Dataset excerpts:
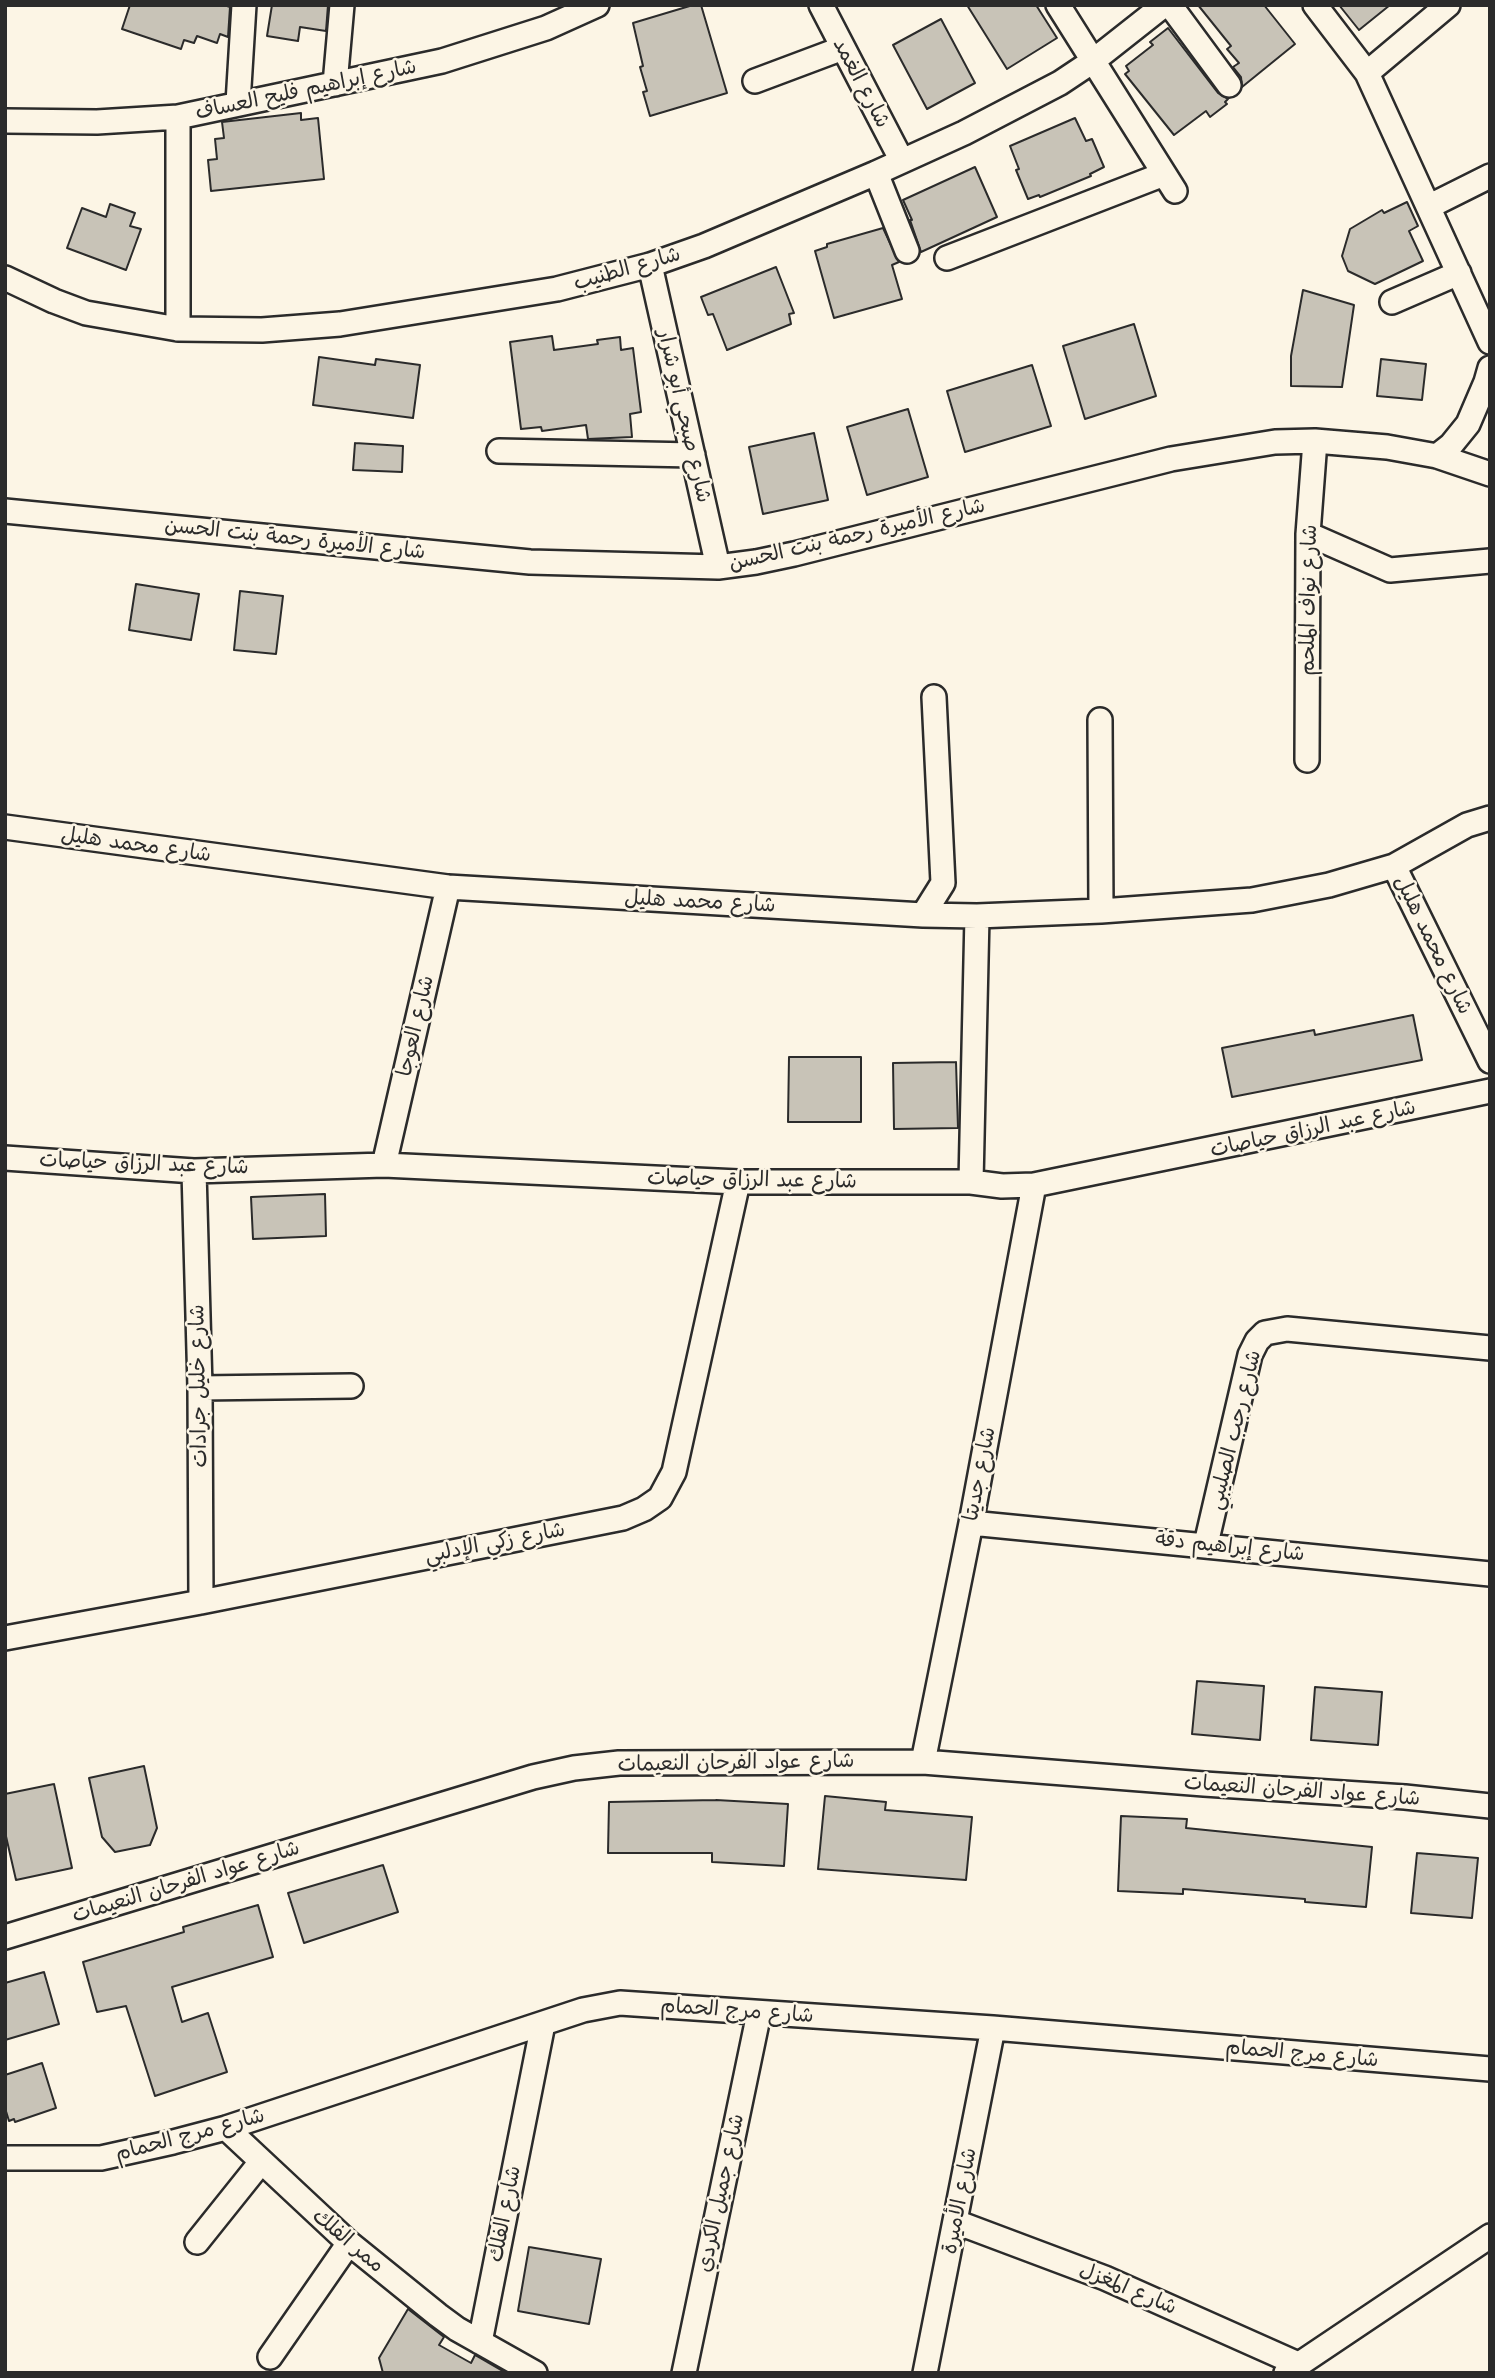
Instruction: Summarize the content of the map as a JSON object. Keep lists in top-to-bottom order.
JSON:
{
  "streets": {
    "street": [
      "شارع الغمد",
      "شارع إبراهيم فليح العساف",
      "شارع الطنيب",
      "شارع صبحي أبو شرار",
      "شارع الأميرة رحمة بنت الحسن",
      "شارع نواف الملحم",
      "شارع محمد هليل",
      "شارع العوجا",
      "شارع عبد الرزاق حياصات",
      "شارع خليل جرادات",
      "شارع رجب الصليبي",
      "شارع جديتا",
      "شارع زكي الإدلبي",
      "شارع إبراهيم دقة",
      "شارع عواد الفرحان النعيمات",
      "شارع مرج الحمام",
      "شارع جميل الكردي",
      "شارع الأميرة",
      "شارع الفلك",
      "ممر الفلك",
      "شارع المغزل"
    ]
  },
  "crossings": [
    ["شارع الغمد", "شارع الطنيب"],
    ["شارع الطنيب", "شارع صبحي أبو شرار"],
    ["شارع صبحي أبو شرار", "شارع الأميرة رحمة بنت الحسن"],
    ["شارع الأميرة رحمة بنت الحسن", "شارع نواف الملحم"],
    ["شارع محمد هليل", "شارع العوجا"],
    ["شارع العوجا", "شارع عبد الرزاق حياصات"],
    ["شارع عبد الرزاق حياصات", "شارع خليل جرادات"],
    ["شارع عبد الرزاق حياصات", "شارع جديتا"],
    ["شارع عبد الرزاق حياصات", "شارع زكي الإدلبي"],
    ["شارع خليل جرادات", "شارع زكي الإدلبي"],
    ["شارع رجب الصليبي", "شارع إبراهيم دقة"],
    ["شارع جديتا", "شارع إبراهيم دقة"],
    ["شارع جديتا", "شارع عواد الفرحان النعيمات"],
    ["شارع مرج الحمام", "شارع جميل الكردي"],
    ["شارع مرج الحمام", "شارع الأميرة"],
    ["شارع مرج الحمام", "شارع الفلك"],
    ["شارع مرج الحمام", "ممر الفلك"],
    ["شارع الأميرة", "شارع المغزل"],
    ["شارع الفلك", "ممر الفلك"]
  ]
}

Task:
Return the data exactly as it stands, minus the pictures.

Output of the exercise:
Instruction: Summarize the content of the map as a JSON object. Keep lists in top-to-bottom order.
JSON:
{
  "streets": {
    "street": [
      "شارع الغمد",
      "شارع إبراهيم فليح العساف",
      "شارع الطنيب",
      "شارع صبحي أبو شرار",
      "شارع الأميرة رحمة بنت الحسن",
      "شارع نواف الملحم",
      "شارع محمد هليل",
      "شارع العوجا",
      "شارع عبد الرزاق حياصات",
      "شارع خليل جرادات",
      "شارع رجب الصليبي",
      "شارع جديتا",
      "شارع زكي الإدلبي",
      "شارع إبراهيم دقة",
      "شارع عواد الفرحان النعيمات",
      "شارع مرج الحمام",
      "شارع جميل الكردي",
      "شارع الأميرة",
      "شارع الفلك",
      "ممر الفلك",
      "شارع المغزل"
    ]
  },
  "crossings": [
    ["شارع الغمد", "شارع الطنيب"],
    ["شارع الطنيب", "شارع صبحي أبو شرار"],
    ["شارع صبحي أبو شرار", "شارع الأميرة رحمة بنت الحسن"],
    ["شارع الأميرة رحمة بنت الحسن", "شارع نواف الملحم"],
    ["شارع محمد هليل", "شارع العوجا"],
    ["شارع العوجا", "شارع عبد الرزاق حياصات"],
    ["شارع عبد الرزاق حياصات", "شارع خليل جرادات"],
    ["شارع عبد الرزاق حياصات", "شارع جديتا"],
    ["شارع عبد الرزاق حياصات", "شارع زكي الإدلبي"],
    ["شارع خليل جرادات", "شارع زكي الإدلبي"],
    ["شارع رجب الصليبي", "شارع إبراهيم دقة"],
    ["شارع جديتا", "شارع إبراهيم دقة"],
    ["شارع جديتا", "شارع عواد الفرحان النعيمات"],
    ["شارع مرج الحمام", "شارع جميل الكردي"],
    ["شارع مرج الحمام", "شارع الأميرة"],
    ["شارع مرج الحمام", "شارع الفلك"],
    ["شارع مرج الحمام", "ممر الفلك"],
    ["شارع الأميرة", "شارع المغزل"],
    ["شارع الفلك", "ممر الفلك"]
  ]
}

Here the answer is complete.